— Given information —
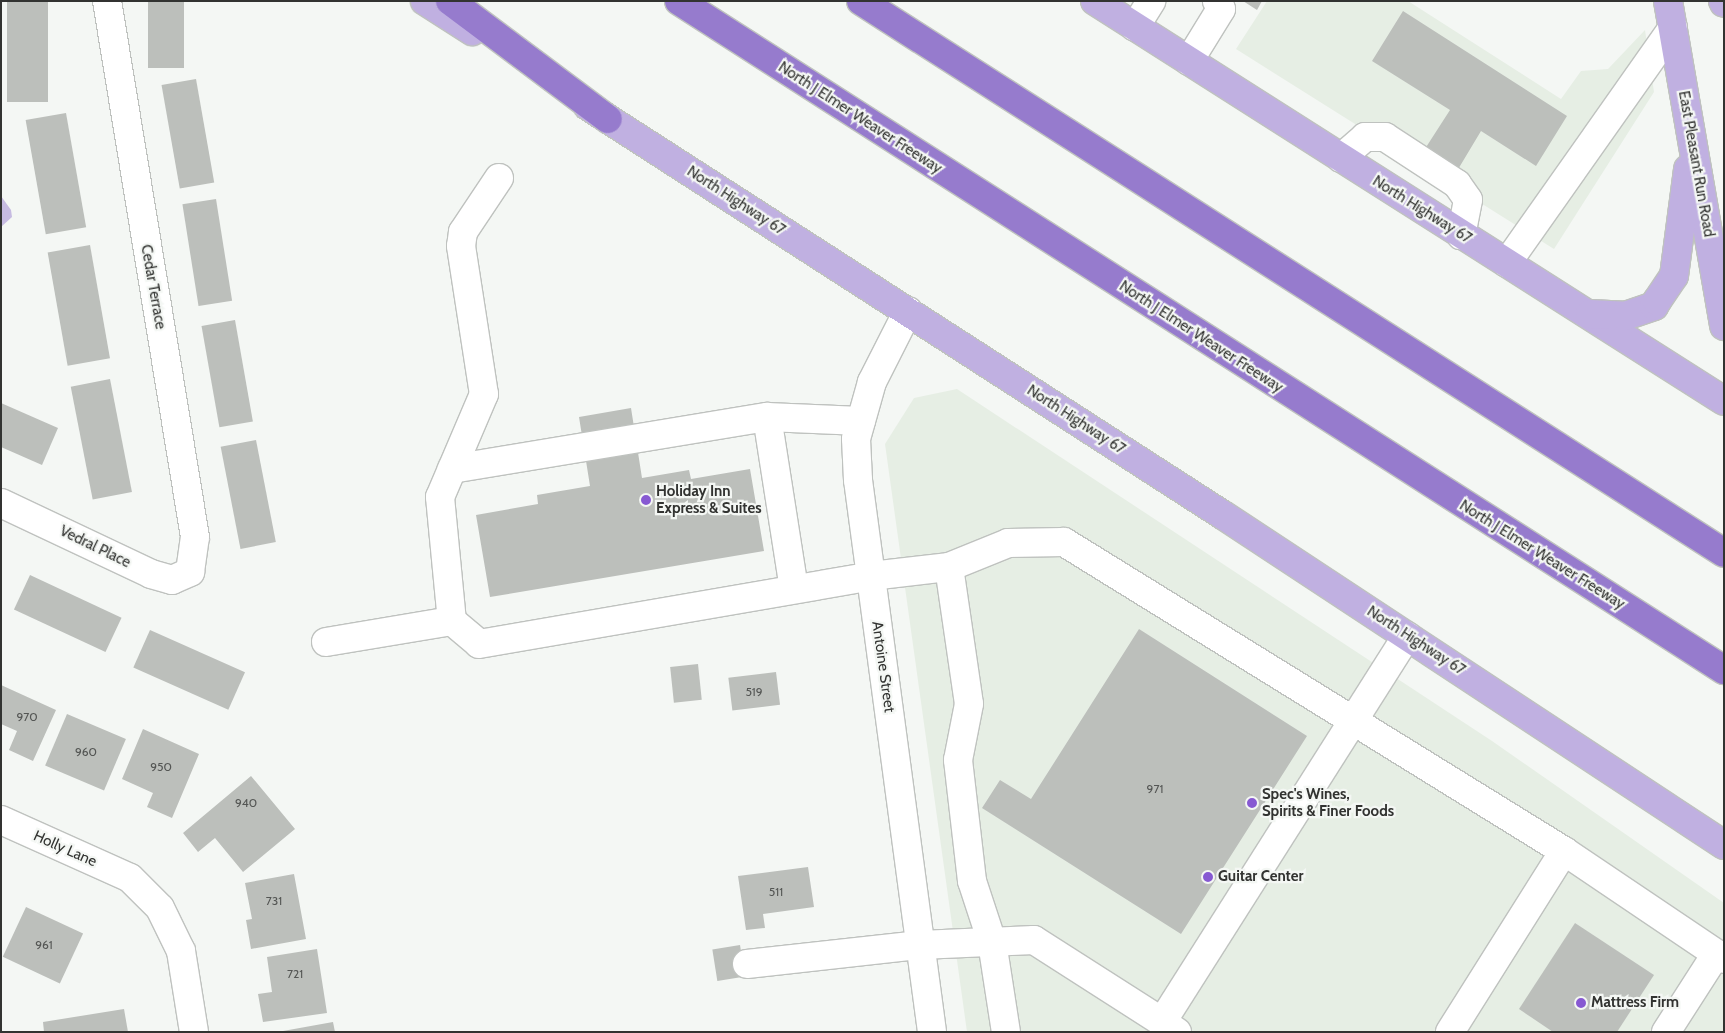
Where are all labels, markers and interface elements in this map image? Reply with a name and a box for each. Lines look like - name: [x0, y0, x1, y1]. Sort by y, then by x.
- street label: North J Elmer Weaver Freeway: [775, 58, 945, 178]
- street label: East Pleasant Run Road: [1674, 89, 1718, 239]
- street label: North Highway 67: [683, 163, 789, 239]
- street label: North Highway 67: [1369, 172, 1475, 248]
- street label: Cedar Terrace: [137, 243, 169, 331]
- street label: North J Elmer Weaver Freeway: [1116, 277, 1286, 397]
- street label: North Highway 67: [1023, 382, 1129, 458]
- place label: Holiday Inn Express & Suites: [656, 482, 762, 517]
- marker: Holiday Inn Express & Suites: [640, 494, 652, 506]
- street label: North J Elmer Weaver Freeway: [1456, 497, 1628, 613]
- street label: Vedral Place: [57, 522, 133, 572]
- street label: North Highway 67: [1363, 603, 1469, 679]
- street label: Antoine Street: [868, 620, 898, 714]
- house number: 519: [745, 685, 763, 699]
- house number: 970: [16, 710, 38, 724]
- house number: 960: [75, 745, 97, 759]
- house number: 950: [150, 760, 172, 774]
- house number: 971: [1147, 782, 1163, 796]
- place label: Spec's Wines, Spirits & Finer Foods: [1262, 785, 1394, 820]
- house number: 940: [235, 796, 257, 810]
- marker: Spec's Wines, Spirits & Finer Foods: [1246, 797, 1258, 809]
- street label: Holly Lane: [31, 827, 99, 871]
- place label: Guitar Center: [1218, 868, 1303, 886]
- marker: Guitar Center: [1202, 871, 1214, 883]
- house number: 511: [769, 885, 783, 899]
- house number: 731: [266, 894, 282, 908]
- house number: 961: [35, 938, 53, 952]
- house number: 721: [287, 967, 303, 981]
- place label: Mattress Firm: [1591, 994, 1679, 1012]
- marker: Mattress Firm: [1575, 997, 1587, 1009]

— Instructions to follow —
Give the data again exactly, without pictures.

— Answer for the task —
Where are all labels, markers and interface elements in this map image? Reply with a name and a box for each. Lines look like - name: [x0, y0, x1, y1]. Sort by y, then by x.
- street label: North J Elmer Weaver Freeway: [775, 58, 945, 178]
- street label: East Pleasant Run Road: [1674, 89, 1718, 239]
- street label: North Highway 67: [683, 163, 789, 239]
- street label: North Highway 67: [1369, 172, 1475, 248]
- street label: Cedar Terrace: [137, 243, 169, 331]
- street label: North J Elmer Weaver Freeway: [1116, 277, 1286, 397]
- street label: North Highway 67: [1023, 382, 1129, 458]
- place label: Holiday Inn Express & Suites: [656, 482, 762, 517]
- marker: Holiday Inn Express & Suites: [640, 494, 652, 506]
- street label: North J Elmer Weaver Freeway: [1456, 497, 1628, 613]
- street label: Vedral Place: [57, 522, 133, 572]
- street label: North Highway 67: [1363, 603, 1469, 679]
- street label: Antoine Street: [868, 620, 898, 714]
- house number: 519: [745, 685, 763, 699]
- house number: 970: [16, 710, 38, 724]
- house number: 960: [75, 745, 97, 759]
- house number: 950: [150, 760, 172, 774]
- house number: 971: [1147, 782, 1163, 796]
- place label: Spec's Wines, Spirits & Finer Foods: [1262, 785, 1394, 820]
- house number: 940: [235, 796, 257, 810]
- marker: Spec's Wines, Spirits & Finer Foods: [1246, 797, 1258, 809]
- street label: Holly Lane: [31, 827, 99, 871]
- place label: Guitar Center: [1218, 868, 1303, 886]
- marker: Guitar Center: [1202, 871, 1214, 883]
- house number: 511: [769, 885, 783, 899]
- house number: 731: [266, 894, 282, 908]
- house number: 961: [35, 938, 53, 952]
- house number: 721: [287, 967, 303, 981]
- place label: Mattress Firm: [1591, 994, 1679, 1012]
- marker: Mattress Firm: [1575, 997, 1587, 1009]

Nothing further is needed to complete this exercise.